(Stored data)
----

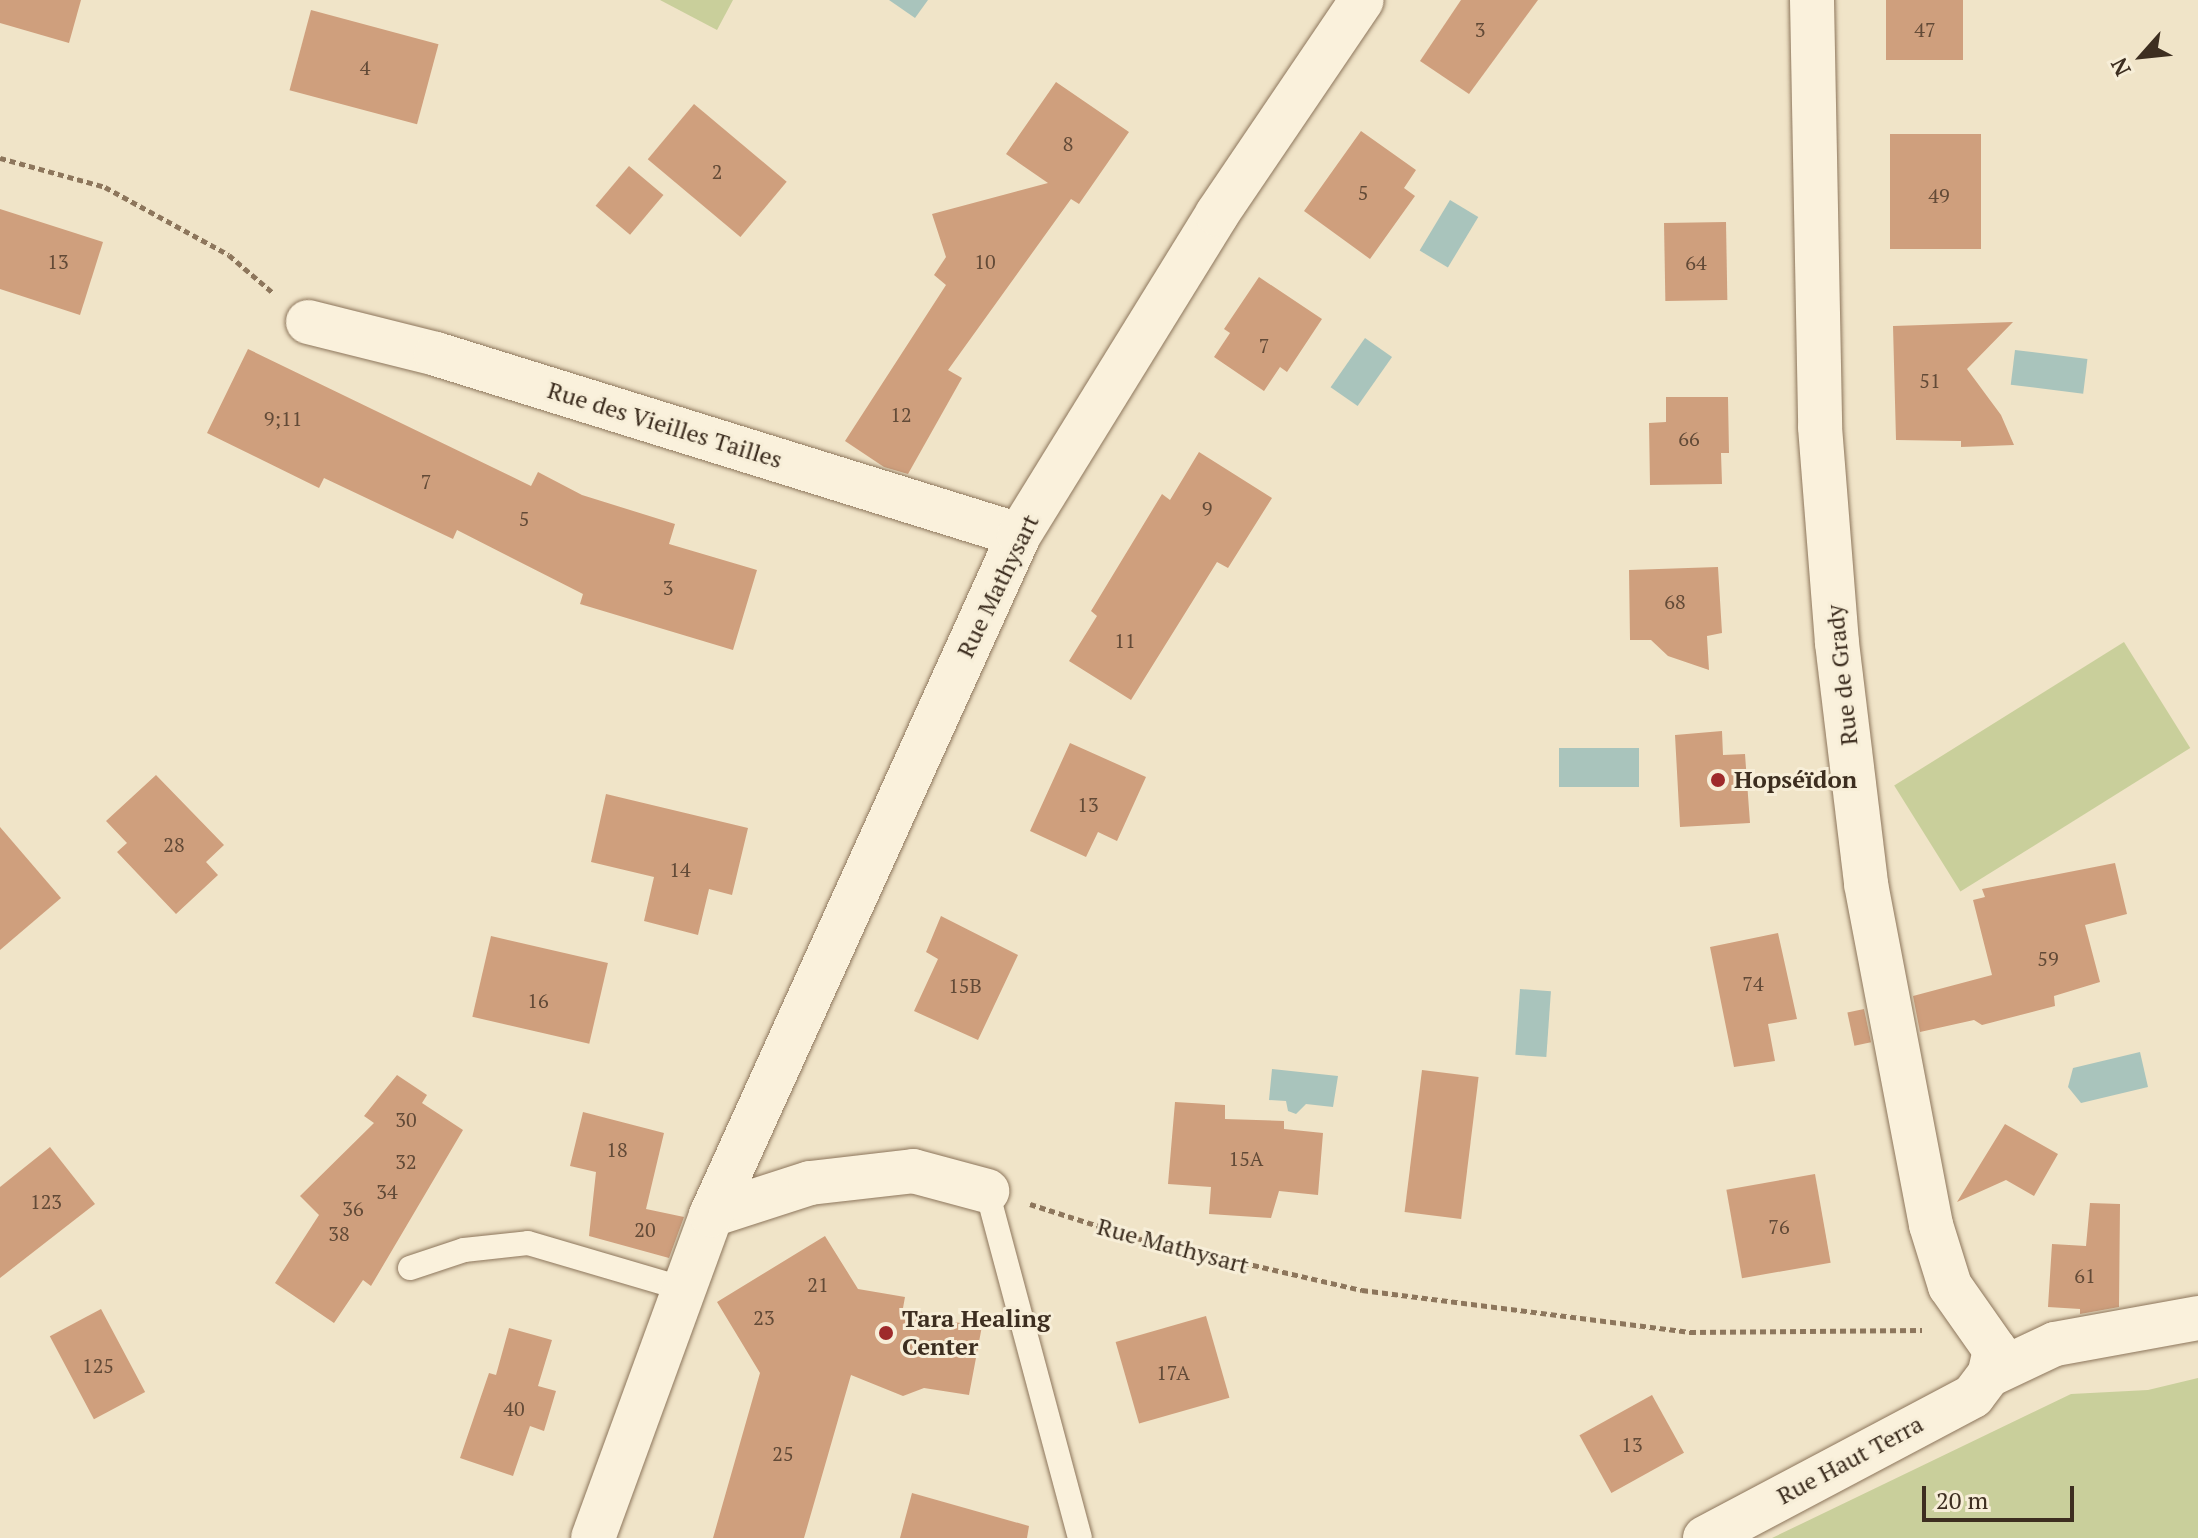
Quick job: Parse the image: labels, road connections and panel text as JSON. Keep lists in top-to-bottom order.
{
  "streets": {
    "street": [
      "Rue des Vieilles Tailles",
      "Rue Mathysart",
      "Rue de Grady",
      "Rue Haut Terra"
    ]
  },
  "crossings": [
    ["Rue des Vieilles Tailles", "Rue Mathysart"],
    ["Rue Mathysart", "Rue de Grady"],
    ["Rue de Grady", "Rue Haut Terra"]
  ],
  "places": ["Hopséïdon", "Tara Healing Center"],
  "house_numbers": [
    "3",
    "47",
    "4",
    "8",
    "2",
    "5",
    "49",
    "13",
    "10",
    "64",
    "7",
    "51",
    "12",
    "9;11",
    "66",
    "7",
    "9",
    "5",
    "3",
    "68",
    "11",
    "13",
    "28",
    "14",
    "59",
    "74",
    "15B",
    "16",
    "30",
    "18",
    "15A",
    "32",
    "34",
    "123",
    "36",
    "76",
    "20",
    "38",
    "61",
    "21",
    "23",
    "125",
    "17A",
    "40",
    "13",
    "25"
  ],
  "scale_bar": "20 m",
  "north": "bottom left"
}
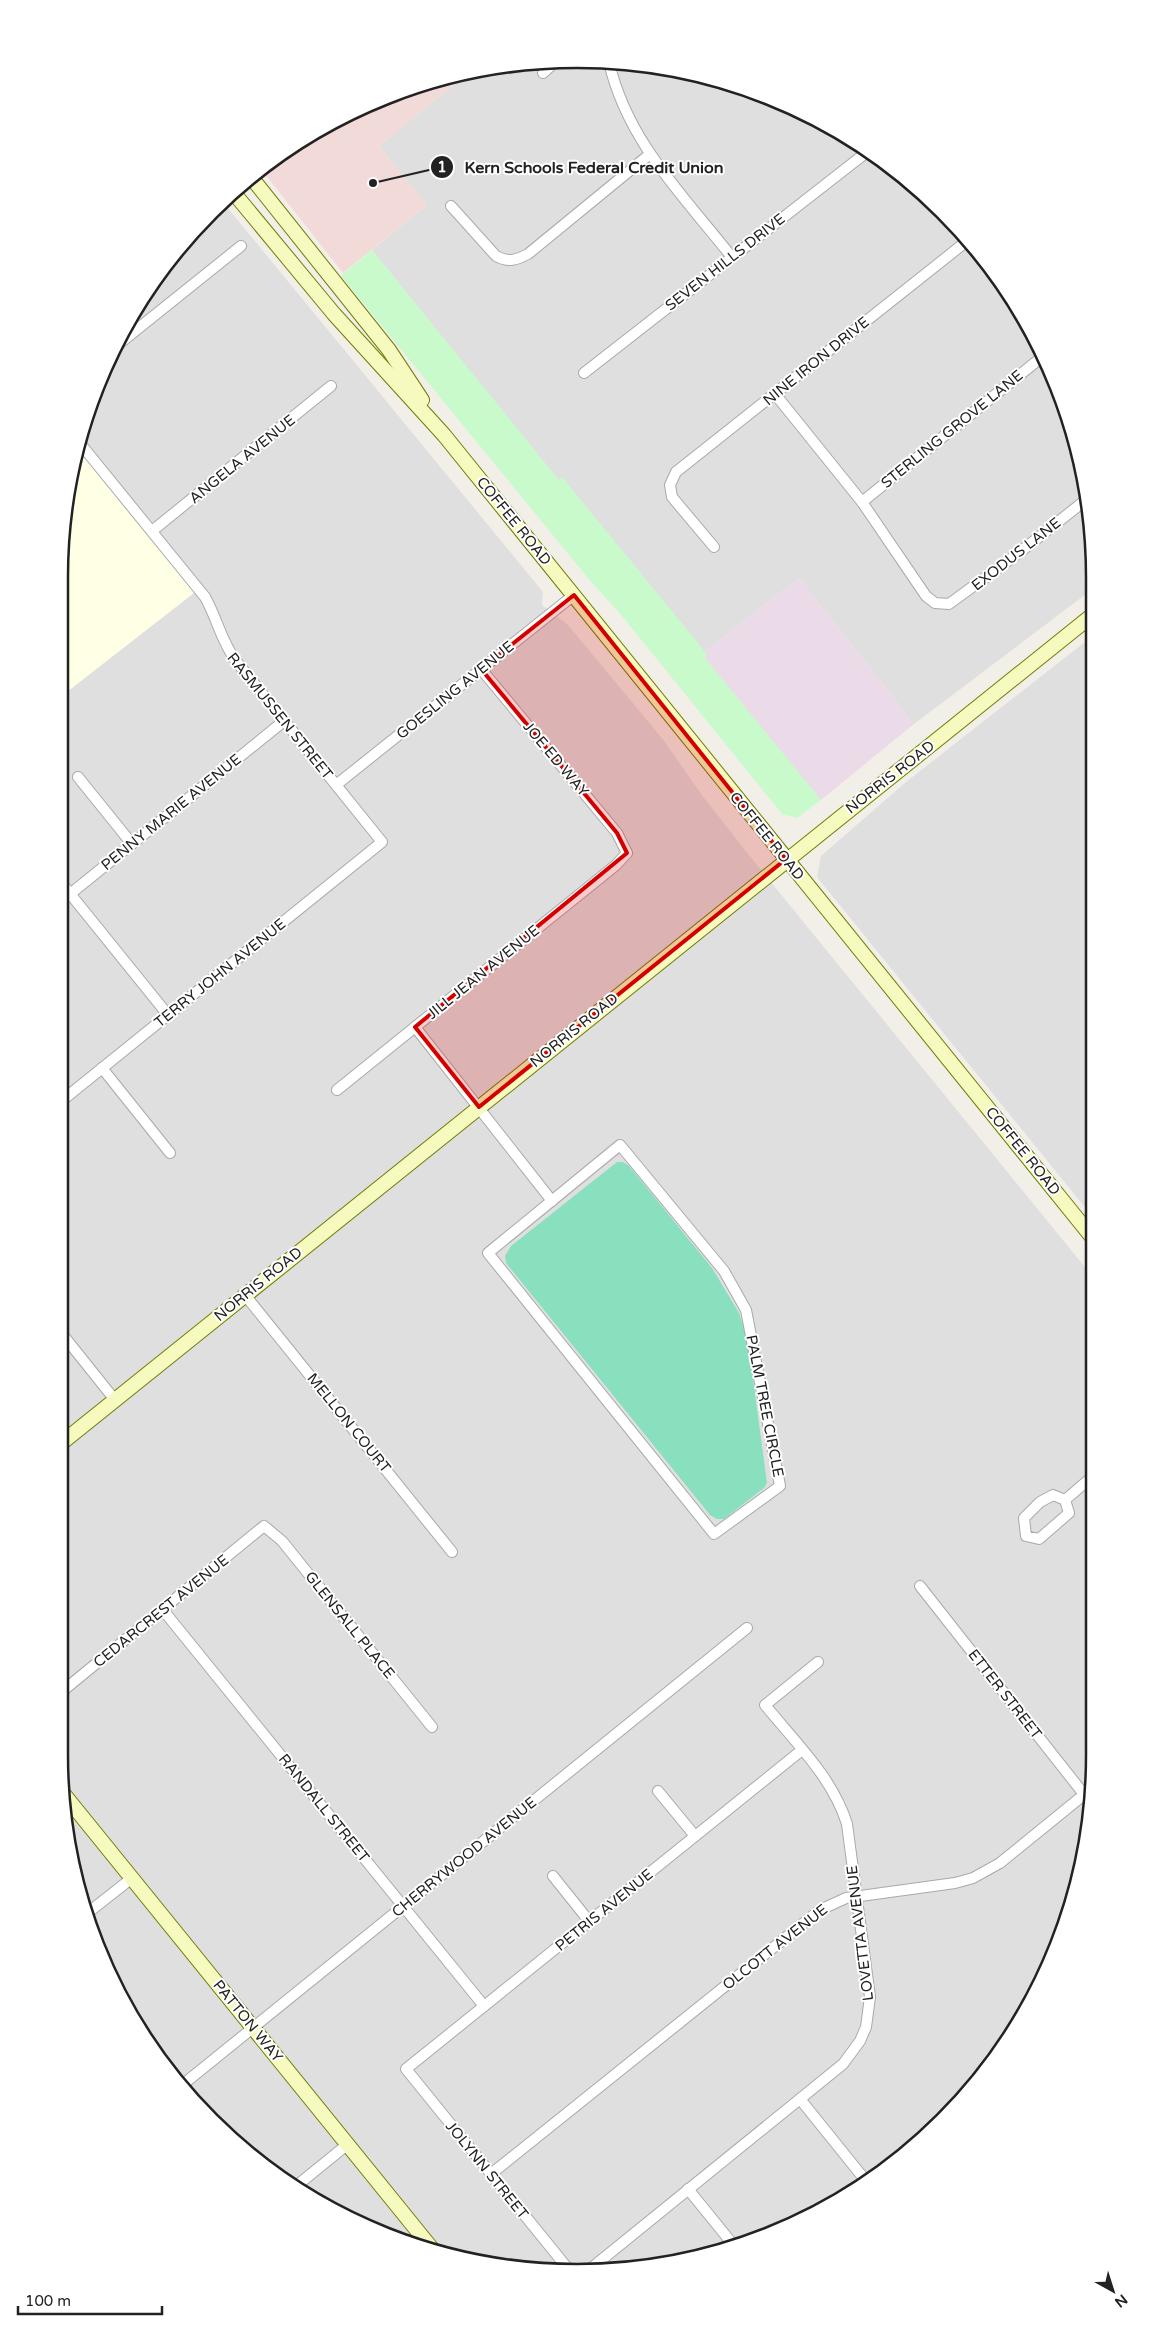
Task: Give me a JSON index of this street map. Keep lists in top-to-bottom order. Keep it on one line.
{"streets":{"street":["SEVEN HILLS DRIVE","NINE IRON DRIVE","STERLING GROVE LANE","ANGELA AVENUE","COFFEE ROAD","EXODUS LANE","GOESLING AVENUE","RASMUSSEN STREET","JOE ED WAY","NORRIS ROAD","PENNY MARIE AVENUE","JILL JEAN AVENUE","TERRY JOHN AVENUE","PALM TREE CIRCLE","MELLON COURT","CEDARCREST AVENUE","GLENSALL PLACE","ETTER STREET","RANDALL STREET","CHERRYWOOD AVENUE","PETRIS AVENUE","LOVETTA AVENUE","OLCOTT AVENUE","PATTON WAY","JOLYNN STREET"]},"crossings":[["STERLING GROVE LANE","EXODUS LANE"],["ANGELA AVENUE","RASMUSSEN STREET"],["COFFEE ROAD","GOESLING AVENUE"],["COFFEE ROAD","NORRIS ROAD"],["GOESLING AVENUE","RASMUSSEN STREET"],["GOESLING AVENUE","JOE ED WAY"],["RASMUSSEN STREET","PENNY MARIE AVENUE"],["RASMUSSEN STREET","TERRY JOHN AVENUE"],["JOE ED WAY","JILL JEAN AVENUE"],["NORRIS ROAD","MELLON COURT"],["CEDARCREST AVENUE","GLENSALL PLACE"],["CEDARCREST AVENUE","RANDALL STREET"],["RANDALL STREET","CHERRYWOOD AVENUE"],["RANDALL STREET","PETRIS AVENUE"],["CHERRYWOOD AVENUE","PATTON WAY"],["PETRIS AVENUE","LOVETTA AVENUE"],["PETRIS AVENUE","JOLYNN STREET"],["LOVETTA AVENUE","OLCOTT AVENUE"],["OLCOTT AVENUE","JOLYNN STREET"]],"places":["Kern Schools Federal Credit Union"],"scale_bar":"100 m","north":"bottom right"}
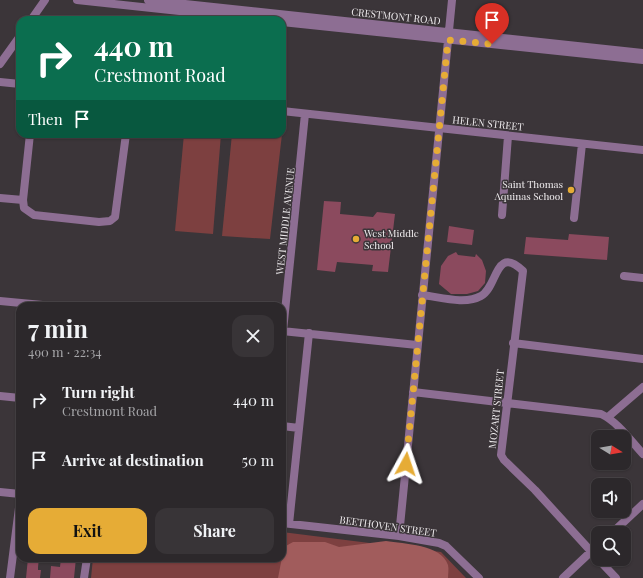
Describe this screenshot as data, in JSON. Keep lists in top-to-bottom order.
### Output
{
  "streets": {
    "street": [
      "CRESTMONT ROAD",
      "HELEN STREET",
      "WEST MIDDLE AVENUE",
      "MOZART STREET",
      "BEETHOVEN STREET"
    ]
  },
  "crossings": [
    ["HELEN STREET", "WEST MIDDLE AVENUE"]
  ],
  "places": ["Saint Thomas Aquinas School", "West Middle School"],
  "north": "right",
  "page": {
    "turn": ["440 m", "Crestmont Road"],
    "then": "Then",
    "heading": ["7 min", "490 m · 22:34"],
    "list": [
      {
        "name": "Turn right",
        "note": "Crestmont Road",
        "value": "440 m"
      },
      {
        "name": "Arrive at destination",
        "value": "50 m"
      }
    ],
    "buttons": ["Exit", "Share"]
  }
}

----

Your assignment => Find the word "Keep" in the entries, and copy every line it shows up in.

Answer for this exercise =>
Quick job: Parse the image: labels, road connections and panel text as JSON. Keep lists in top-to-bottom order.
Task: Give me a JSON index of this street map. Keep lists in top-to-bottom order. Keep it on one line.
Describe this screenshot as data, in JSON. Keep lists in top-to-bottom order.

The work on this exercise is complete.